Reflections on sunday: Fate always has the last laugh!

Sometimes one can’t help wondering if the continent of Africa is not forever cursed. A few days ago, television screens worldwide were awash with pictures of columns of wretched Congolese refugees trekking to only-God-knows-where.

Friday, November 07, 2008

Sometimes one can’t help wondering if the continent of Africa is not forever cursed. A few days ago, television screens worldwide were awash with pictures of columns of wretched Congolese refugees trekking to only-God-knows-where.

In a country that is bursting at the seams with all sorts of wealth, some Congolese, with the assistance of those accursed Interahamwe, are up in arms to deny their fellow citizens the right to live on their shared land. In the process, many innocent Congolese are dying in the resultant war, if not the attendant hunger and disease.

In Somalia, clans are pitted against one another; in Sudan, the light-skinned are at the throats of the dark-skinned. There is the Djibouti-Eritrea eminent flare-up, the Ethiopia-Eritrea threat of a repeat, the Zimbabwe impasse, the Niger delta and Maghreb problems, etc.

In Rwanda here, we all remember only too well how this riches-for-self syndrome led to the near-extinction of Rwandans. That’s how we lost over a million compatriots in 1994, while over two million had languished in exile for almost four decades, before that.

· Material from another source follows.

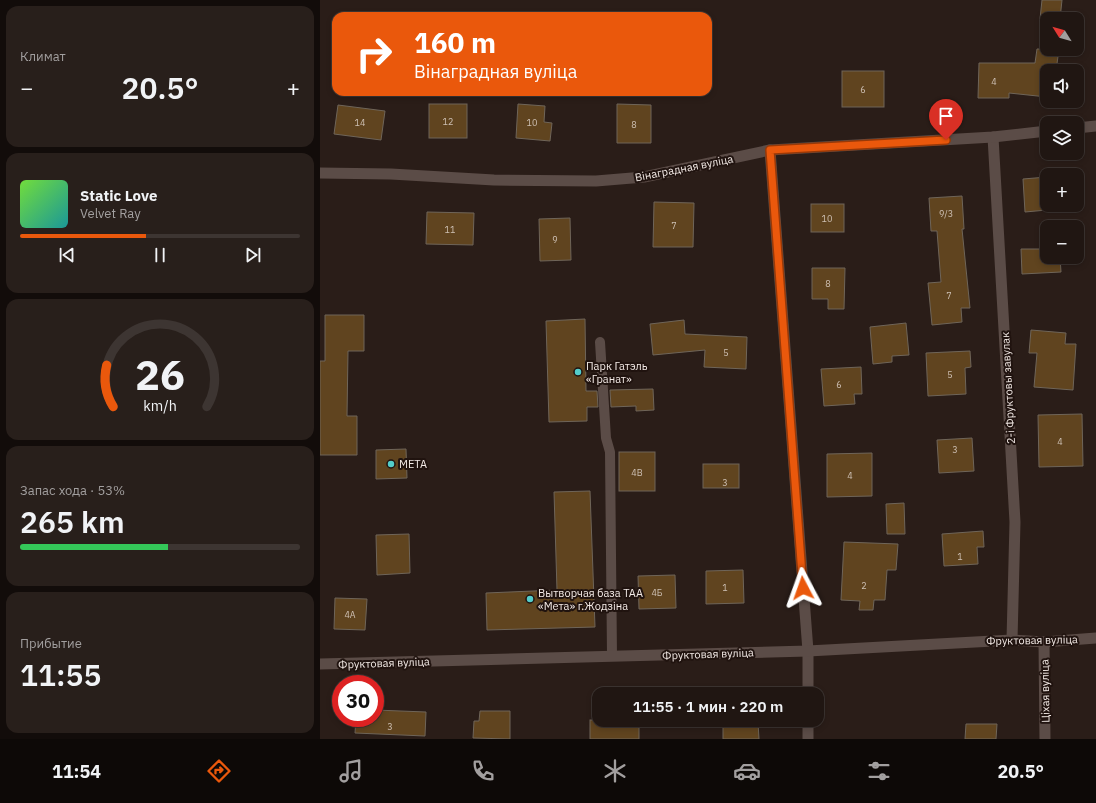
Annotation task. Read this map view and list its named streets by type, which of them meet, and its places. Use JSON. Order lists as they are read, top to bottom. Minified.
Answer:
{"streets":{"street":["Вінаградная вуліца","2-і Фруктовы завулак","Фруктовая вуліца","Ціхая вуліца"]},"crossings":[["Вінаградная вуліца","2-і Фруктовы завулак"],["2-і Фруктовы завулак","Фруктовая вуліца"],["Фруктовая вуліца","Ціхая вуліца"]],"places":["Парк Гатэль «Гранат»","МЕТА","Вытворчая база ТАА «Мета» г.Жодзіна"],"house_numbers":["4","6","12","14","10","8","9/3","10","7","11","9","8","7","5","5","6","4","3","4В","4","3","1","2","1","4Б","4А","3"],"north":"top left","page":{"tile":["Климат",["Запас хода · 53%","265 km"],["Прибытие","11:55"]],"map_buttons":["+","−"],"turn":["160 m","Вінаградная вуліца"],"heat":["−","20.5°","+"],"song":["Static Love","Velvet Ray"],"limit":"30","trip":"11:55 · 1 мин · 220 m","tabs":["11:54","20.5°"],"gauge":["26","km/h"]}}
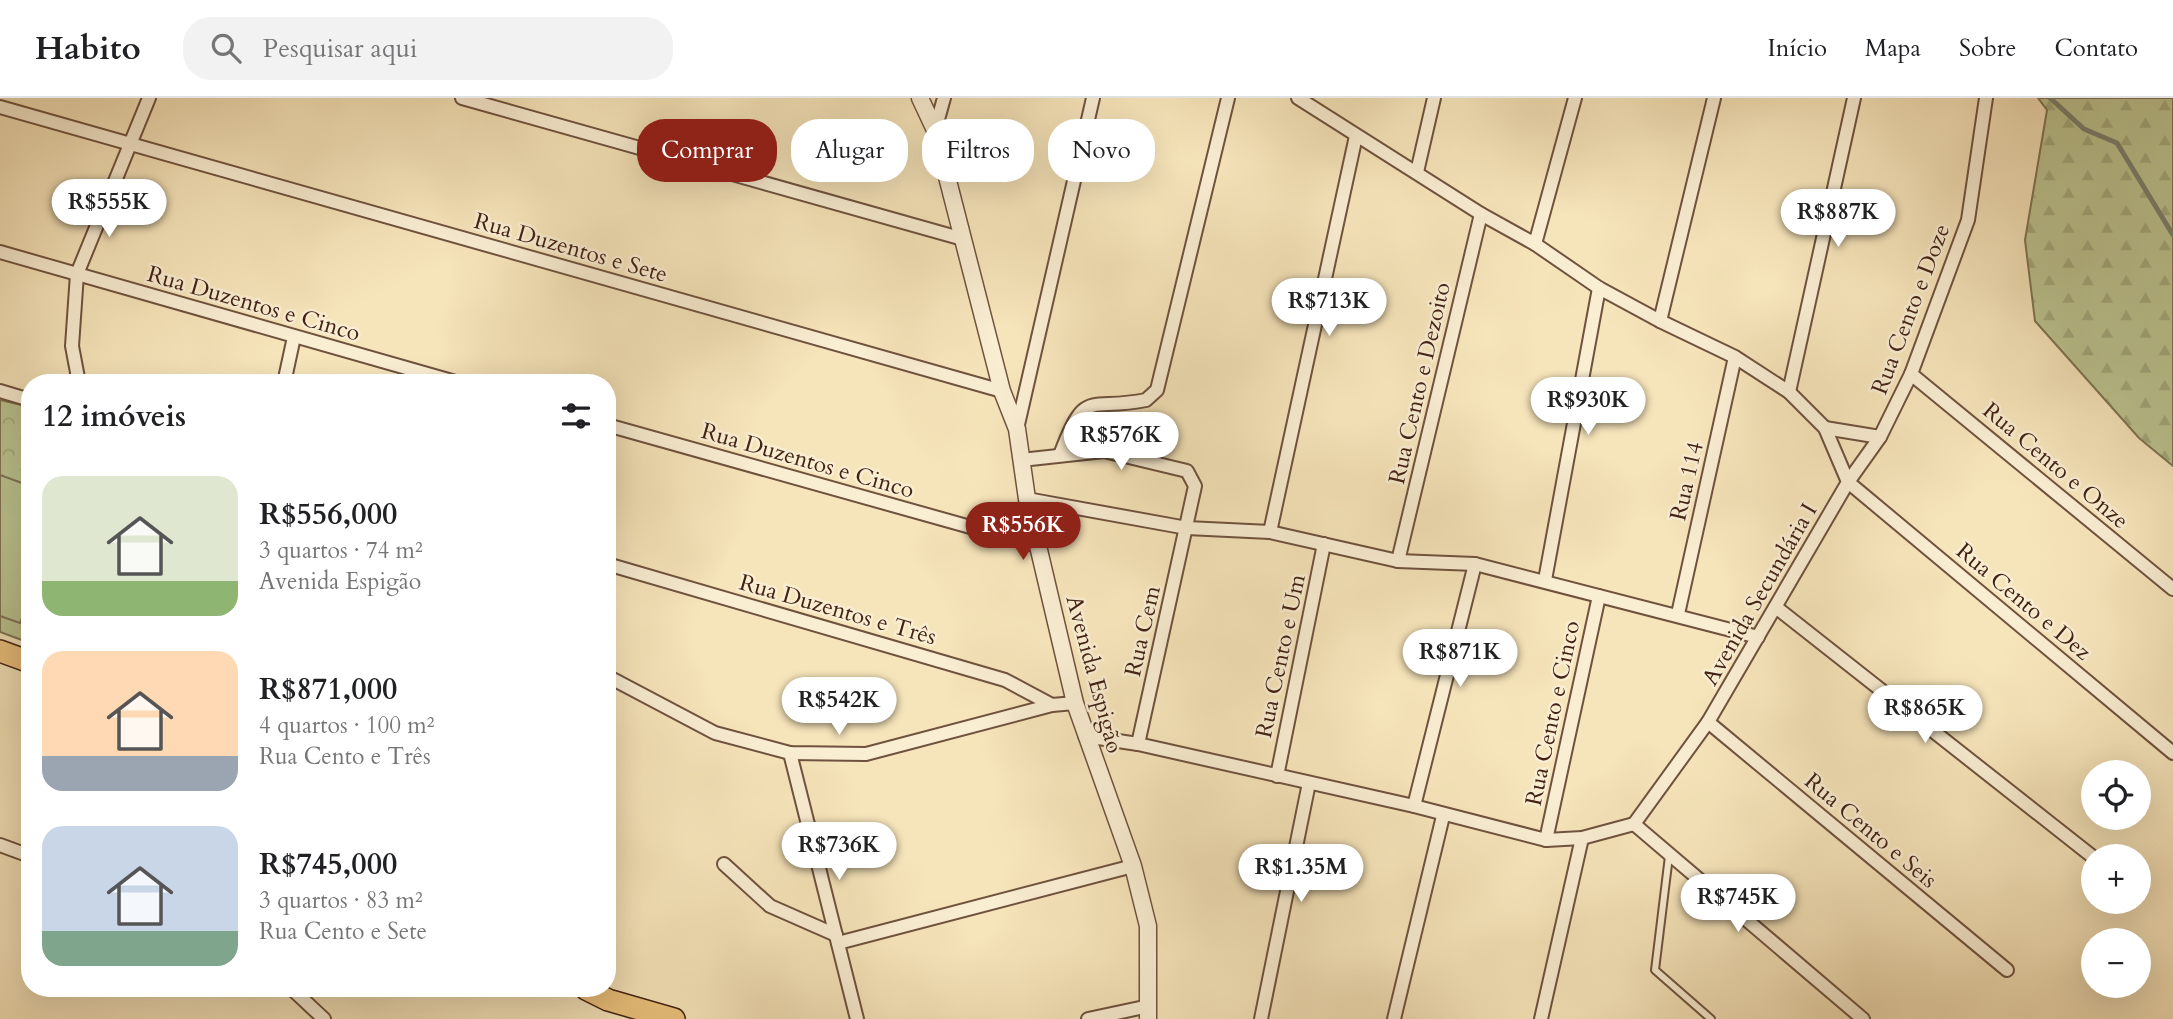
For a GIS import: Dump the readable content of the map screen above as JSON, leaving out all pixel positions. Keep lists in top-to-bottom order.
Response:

Even much earlier, that same syndrome in the same Kivu region, of eastern D. R. Congo, almost confined many of us to an early death. But for having more than the proverbial nine lives of a cat, we wouldn’t be here with you today!

It was 1964 and we were in our second year of settling in as refugees. We had been hounded out of Rwanda four years prior to that, at the hands of bloodthirsty Parmehutu adherents who claimed a privileged monopoly of newly-independent Rwanda. 

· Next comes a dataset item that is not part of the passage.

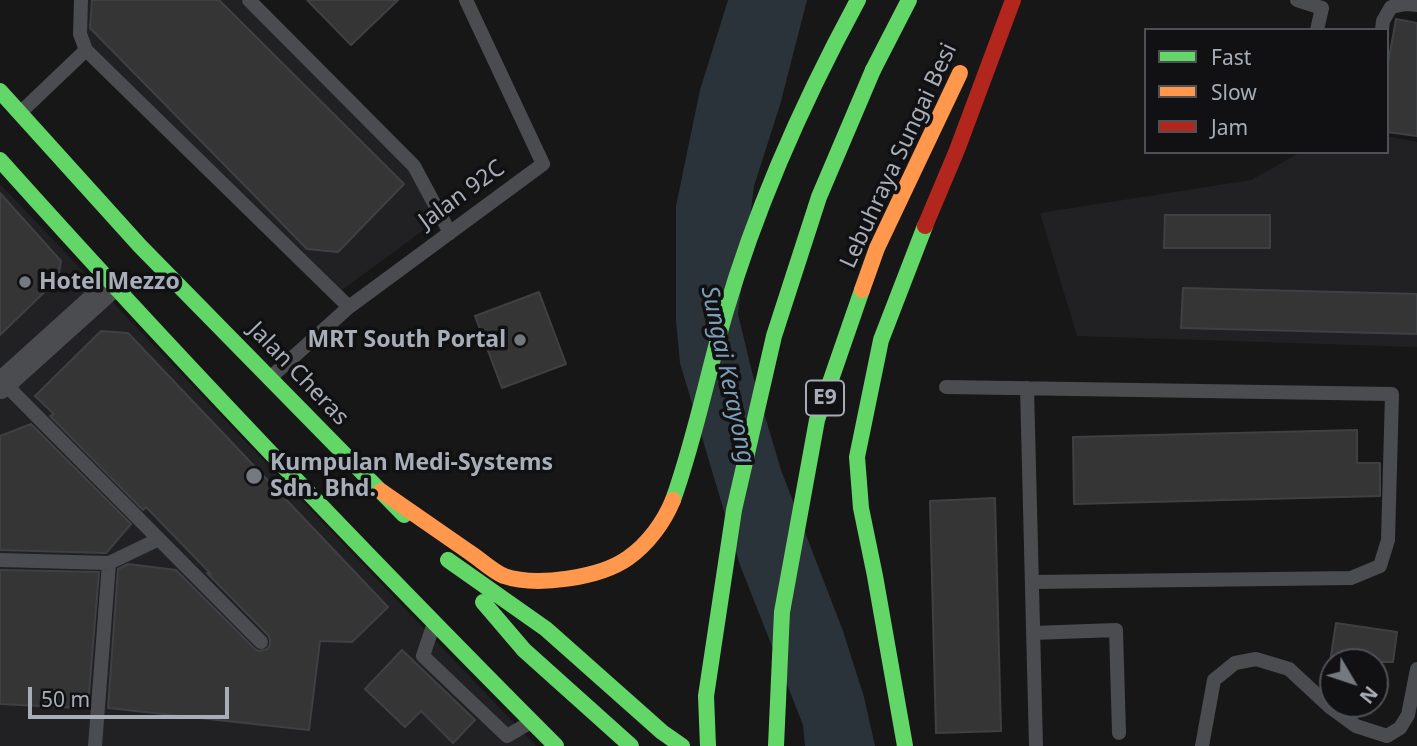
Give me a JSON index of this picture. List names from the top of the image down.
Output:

In Kivu as refugees, we did not wish to claim any of the Congolese wealth, since ours was a temporary sojourn, yet some Congolese people saw us as a threat. That is why that year they descended upon us with all manner of implements of death.

Our group included two Rwandan warriors who could have given a thorough thrashing to an entire army of spear-wielding ‘Ba-Congoman’, as Congolese men were known. One of the warriors was known as Nyarwaya (RIP) and the other, Kanyafu (RIP).

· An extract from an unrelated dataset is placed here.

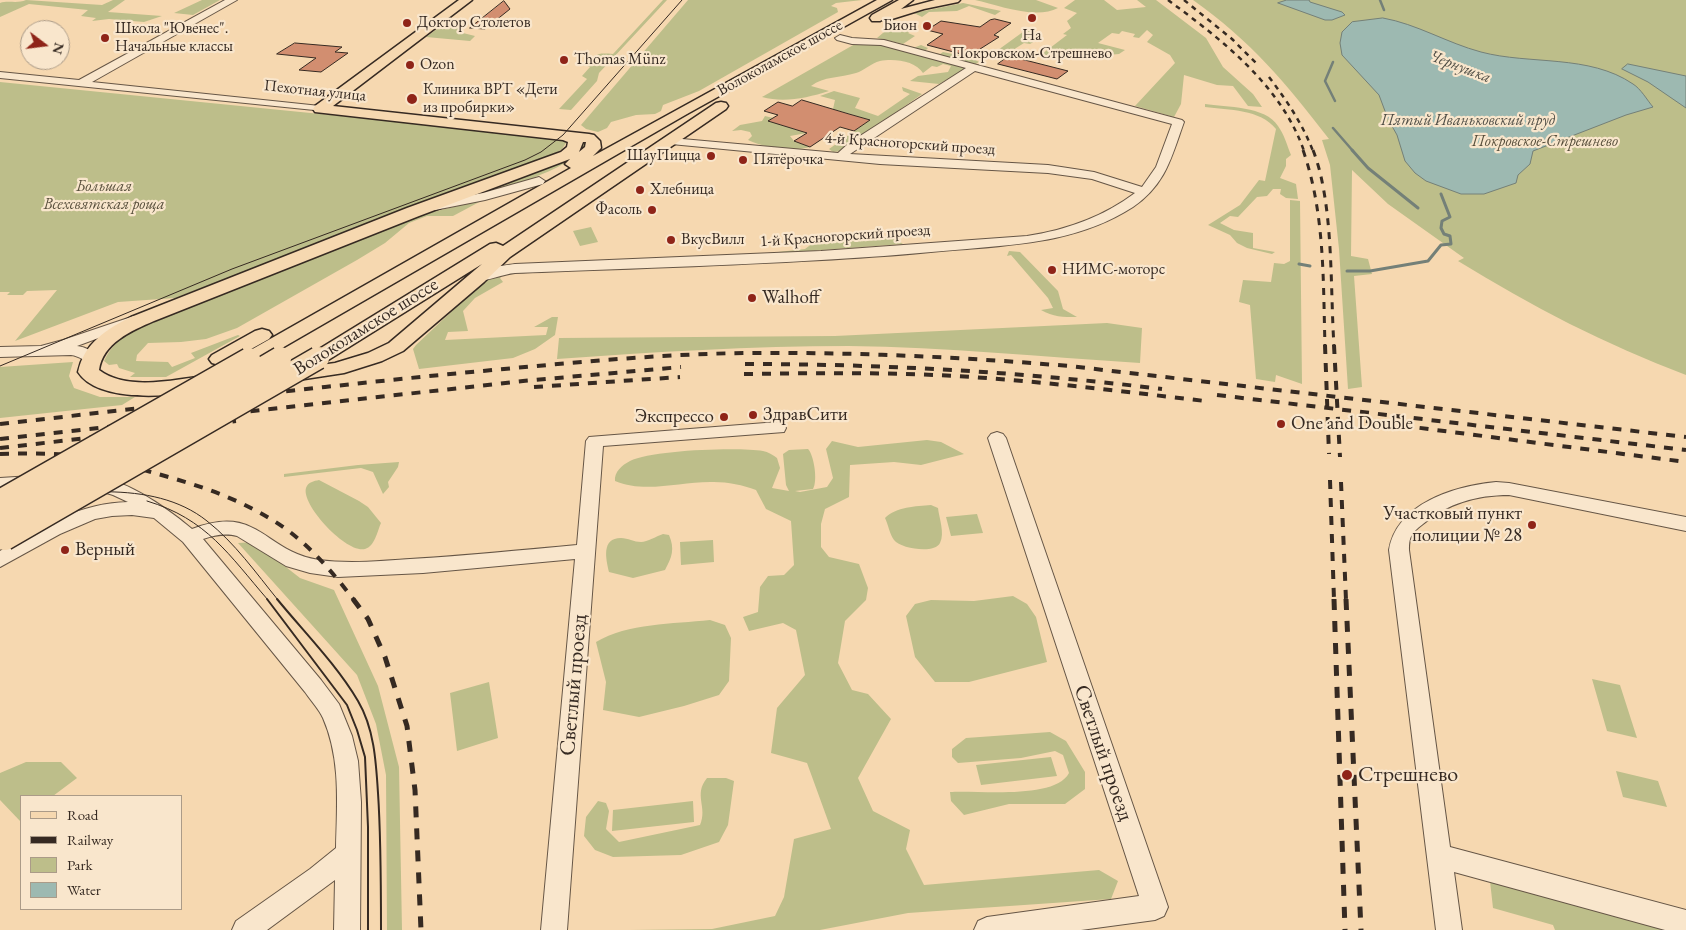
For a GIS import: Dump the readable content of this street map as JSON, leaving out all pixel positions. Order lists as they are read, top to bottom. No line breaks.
{"streets":{"main road":["Волоколамское шоссе","Пехотная улица"],"street":["4-й Красногорский проезд","1-й Красногорский проезд","Светлый проезд"]},"crossings":[["Волоколамское шоссе","Пехотная улица"],["Волоколамское шоссе","4-й Красногорский проезд"],["4-й Красногорский проезд","1-й Красногорский проезд"]],"water":["Чернушка","Пятый Иваньковский пруд"],"parks":["Покровское-Стрешнево","Большая Всехсвятская роща"],"places":["На Покровском-Стрешнево","Доктор Столетов","Бион","Школа \"Ювенес\". Начальные классы","Thomas Münz","Ozon","Клиника ВРТ «Дети из пробирки»","ШауПицца","Пятёрочка","Хлебница","Фасоль","ВкусВилл","НИМС-моторс","Walhoff","ЗдравСити","Экспрессо","One and Double","Участковый пункт полиции № 28","Верный","Стрешнево"],"legend":["Road","Railway","Park","Water"],"north":"right"}
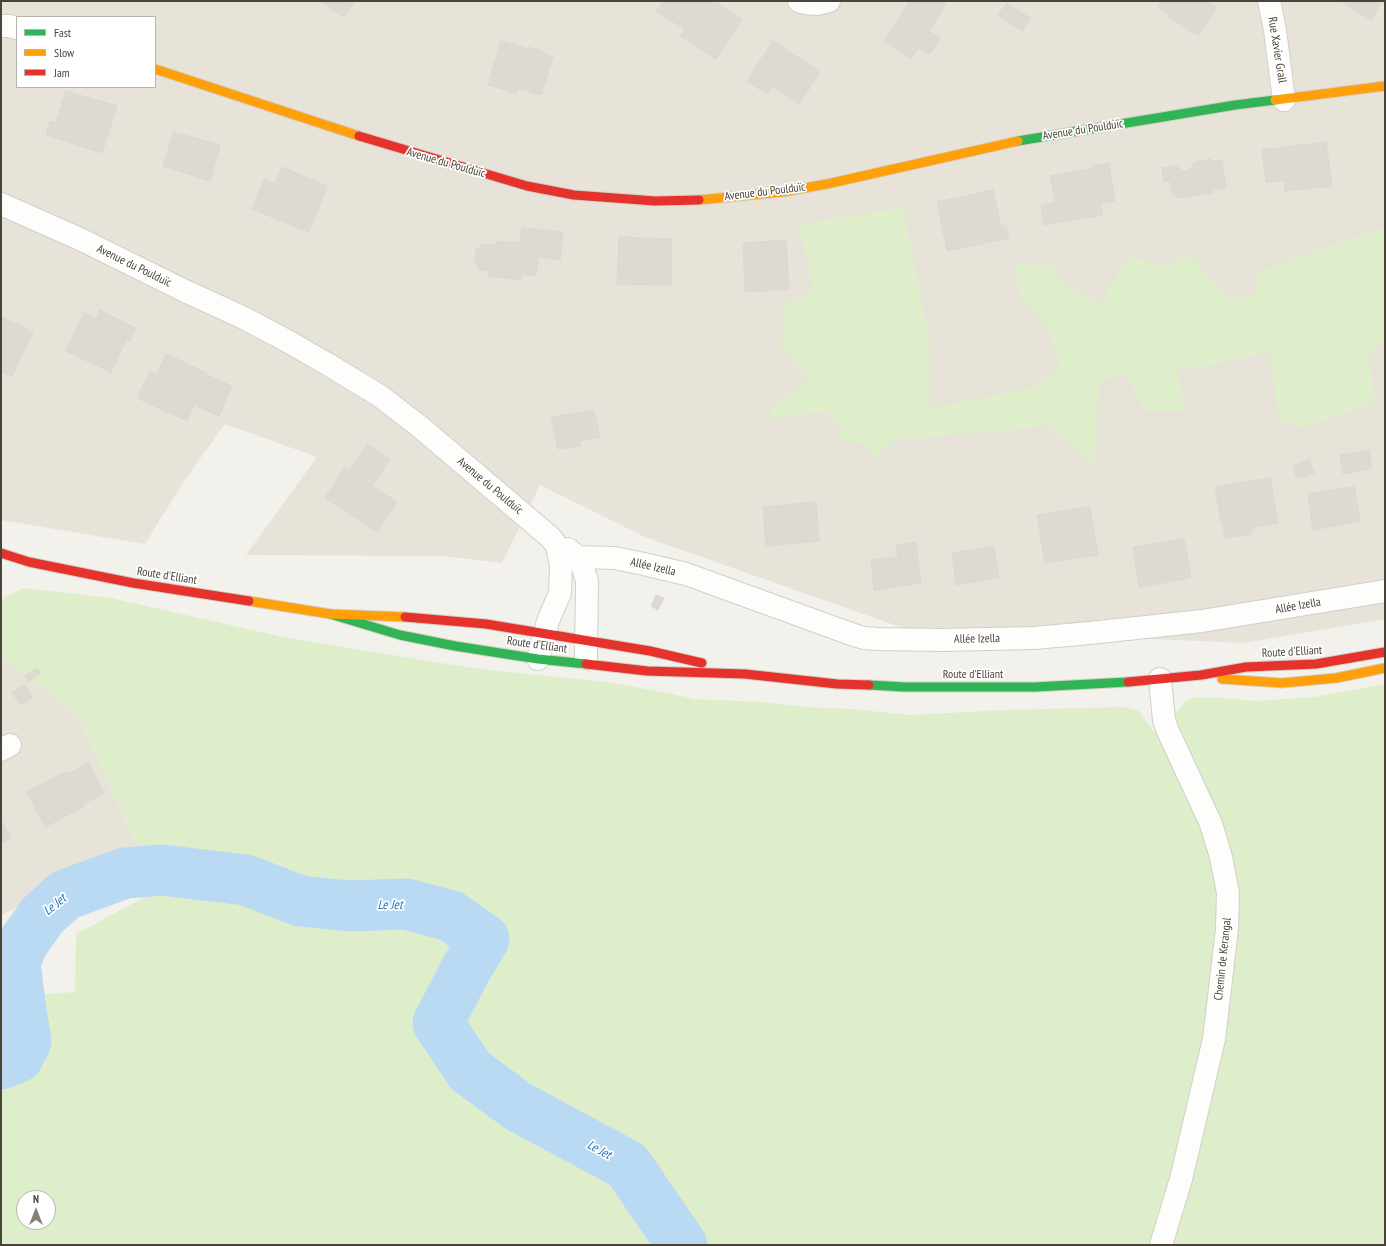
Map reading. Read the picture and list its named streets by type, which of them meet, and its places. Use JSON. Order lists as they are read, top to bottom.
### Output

Nyarwaya was a giant of a man who towered over other men like a mountain. As for Kanyafu, he was a tiny man, as his name indicates. In his hands, however, two sticks were a formidable weapon.

When the attackers came brandishing killer weapons and chanting war cries, Nyarwaya and Kanyafu advised us to pick stones and stand behind them. Then the two asked the attackers what they wanted.

In place of an answer, the ‘Ba-Kongoman’ threw spears. Without flinching, Nyarwaya clutched them in mid-air and threw them aside as the two marched forward. Meanwhile, Kanyafu was hitting and breaking any of the spears that came his way.

Where we stood, we broke out in laugher as Nyarwaya picked two fully grown men and knocked their heads together, then discarded them like a pair of rags and picked the next pair!

Kanyafu also put his sticks to work, whipping the ears, knocking the noses or the ankles, but always avoiding to hit the temples (nyiramivumbi), not wanting to kill anybody!

When they saw this, the ‘Ba-Kongoman’ dropped their sticks and spears and took to their heels. We could hear their ‘yelps’ as our stones caught them, and continued to laugh as we continued to rain a hail of stones on their fleeing backs.

Unfortunately, armed soldiers intervened and shot dead a number of our people. After that, we were shown the way to the Uganda border and told to vamoose.

We formed columns of wretched refugees trekking to the border, as the ‘Ba-Kongoman’ are doing today.
What a cruel twist of fate!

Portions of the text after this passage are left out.